* SUPPLIED DATA *
===============

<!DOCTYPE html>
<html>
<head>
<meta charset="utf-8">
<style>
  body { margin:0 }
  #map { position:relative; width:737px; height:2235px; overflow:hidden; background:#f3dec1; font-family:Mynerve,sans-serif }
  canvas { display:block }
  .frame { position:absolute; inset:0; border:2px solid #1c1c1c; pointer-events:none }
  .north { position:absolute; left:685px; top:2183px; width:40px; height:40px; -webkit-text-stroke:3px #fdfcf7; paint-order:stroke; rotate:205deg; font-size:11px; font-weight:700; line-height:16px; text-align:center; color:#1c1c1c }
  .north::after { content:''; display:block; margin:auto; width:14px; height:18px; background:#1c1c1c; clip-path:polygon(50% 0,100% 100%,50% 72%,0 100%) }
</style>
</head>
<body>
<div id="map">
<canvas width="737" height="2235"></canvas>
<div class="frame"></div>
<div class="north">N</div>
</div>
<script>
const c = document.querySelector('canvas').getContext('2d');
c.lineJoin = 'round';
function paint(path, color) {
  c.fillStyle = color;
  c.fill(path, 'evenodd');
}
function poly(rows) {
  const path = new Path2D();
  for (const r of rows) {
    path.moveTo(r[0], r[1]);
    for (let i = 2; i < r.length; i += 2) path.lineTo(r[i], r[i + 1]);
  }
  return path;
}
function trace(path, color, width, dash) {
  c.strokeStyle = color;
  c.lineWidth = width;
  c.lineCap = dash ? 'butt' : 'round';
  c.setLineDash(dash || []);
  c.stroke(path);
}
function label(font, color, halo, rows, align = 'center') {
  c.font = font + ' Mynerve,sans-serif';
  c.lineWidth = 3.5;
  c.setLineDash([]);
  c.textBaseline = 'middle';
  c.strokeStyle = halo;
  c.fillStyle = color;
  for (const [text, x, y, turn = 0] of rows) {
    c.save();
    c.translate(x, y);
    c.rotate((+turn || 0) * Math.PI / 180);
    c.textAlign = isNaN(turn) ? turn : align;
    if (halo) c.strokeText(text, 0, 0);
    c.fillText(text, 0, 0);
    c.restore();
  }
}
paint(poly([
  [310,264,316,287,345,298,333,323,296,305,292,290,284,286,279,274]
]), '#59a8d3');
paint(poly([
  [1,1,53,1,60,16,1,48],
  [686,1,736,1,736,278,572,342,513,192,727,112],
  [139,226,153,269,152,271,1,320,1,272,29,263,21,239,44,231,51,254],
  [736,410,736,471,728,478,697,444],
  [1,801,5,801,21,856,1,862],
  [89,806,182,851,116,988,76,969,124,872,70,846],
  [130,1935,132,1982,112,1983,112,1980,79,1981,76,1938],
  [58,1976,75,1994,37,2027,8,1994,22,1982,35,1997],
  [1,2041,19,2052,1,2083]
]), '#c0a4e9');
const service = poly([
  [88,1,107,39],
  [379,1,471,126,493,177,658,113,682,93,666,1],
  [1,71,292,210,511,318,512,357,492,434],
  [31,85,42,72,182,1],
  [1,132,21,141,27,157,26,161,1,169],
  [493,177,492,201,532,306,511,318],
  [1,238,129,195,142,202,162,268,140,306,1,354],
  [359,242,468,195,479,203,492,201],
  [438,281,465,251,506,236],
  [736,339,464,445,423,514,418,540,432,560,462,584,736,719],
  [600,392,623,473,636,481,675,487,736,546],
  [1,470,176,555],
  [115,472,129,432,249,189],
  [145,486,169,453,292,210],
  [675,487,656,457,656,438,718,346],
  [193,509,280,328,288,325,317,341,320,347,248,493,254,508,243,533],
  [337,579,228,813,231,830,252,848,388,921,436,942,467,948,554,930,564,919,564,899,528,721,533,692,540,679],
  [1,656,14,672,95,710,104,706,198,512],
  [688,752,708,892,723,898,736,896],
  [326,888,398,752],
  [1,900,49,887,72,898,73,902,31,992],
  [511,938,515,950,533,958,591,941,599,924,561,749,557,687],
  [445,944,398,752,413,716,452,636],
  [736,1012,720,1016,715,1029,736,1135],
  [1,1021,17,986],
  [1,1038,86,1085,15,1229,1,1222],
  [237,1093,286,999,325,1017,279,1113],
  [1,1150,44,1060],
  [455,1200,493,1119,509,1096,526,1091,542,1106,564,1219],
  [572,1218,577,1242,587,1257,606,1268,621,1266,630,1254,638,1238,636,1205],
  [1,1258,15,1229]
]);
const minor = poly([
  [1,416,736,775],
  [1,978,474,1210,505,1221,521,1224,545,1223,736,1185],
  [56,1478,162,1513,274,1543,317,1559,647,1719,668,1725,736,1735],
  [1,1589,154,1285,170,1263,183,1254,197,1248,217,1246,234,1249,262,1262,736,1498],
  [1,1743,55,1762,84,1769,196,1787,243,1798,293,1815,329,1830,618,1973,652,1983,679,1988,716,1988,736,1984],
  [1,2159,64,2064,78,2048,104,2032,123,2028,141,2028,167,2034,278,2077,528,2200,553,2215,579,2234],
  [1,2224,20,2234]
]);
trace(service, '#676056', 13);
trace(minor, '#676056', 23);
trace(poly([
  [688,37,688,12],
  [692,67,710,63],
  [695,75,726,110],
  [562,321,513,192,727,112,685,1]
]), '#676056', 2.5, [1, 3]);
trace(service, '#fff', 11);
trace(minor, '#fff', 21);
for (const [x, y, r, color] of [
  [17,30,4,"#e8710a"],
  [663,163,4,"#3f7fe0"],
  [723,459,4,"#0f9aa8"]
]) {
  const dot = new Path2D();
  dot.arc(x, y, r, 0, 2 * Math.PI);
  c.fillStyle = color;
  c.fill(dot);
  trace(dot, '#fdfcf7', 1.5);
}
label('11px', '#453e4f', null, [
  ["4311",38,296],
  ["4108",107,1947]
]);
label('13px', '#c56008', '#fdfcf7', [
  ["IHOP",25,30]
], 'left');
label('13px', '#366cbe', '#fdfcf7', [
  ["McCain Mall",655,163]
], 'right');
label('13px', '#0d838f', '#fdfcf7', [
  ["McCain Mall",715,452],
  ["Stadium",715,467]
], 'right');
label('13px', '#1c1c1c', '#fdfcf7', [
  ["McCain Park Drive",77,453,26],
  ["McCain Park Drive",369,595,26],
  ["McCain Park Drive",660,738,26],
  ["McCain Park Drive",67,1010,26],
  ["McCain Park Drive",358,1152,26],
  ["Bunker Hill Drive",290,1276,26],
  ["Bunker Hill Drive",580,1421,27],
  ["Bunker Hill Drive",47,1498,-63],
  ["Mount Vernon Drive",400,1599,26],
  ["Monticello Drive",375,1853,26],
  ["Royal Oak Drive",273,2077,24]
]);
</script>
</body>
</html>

===============

Sift the material for lines with the string "halo". Copy each one found.

function label(font, color, halo, rows, align = 'center') {
  c.strokeStyle = halo;
    if (halo) c.strokeText(text, 0, 0);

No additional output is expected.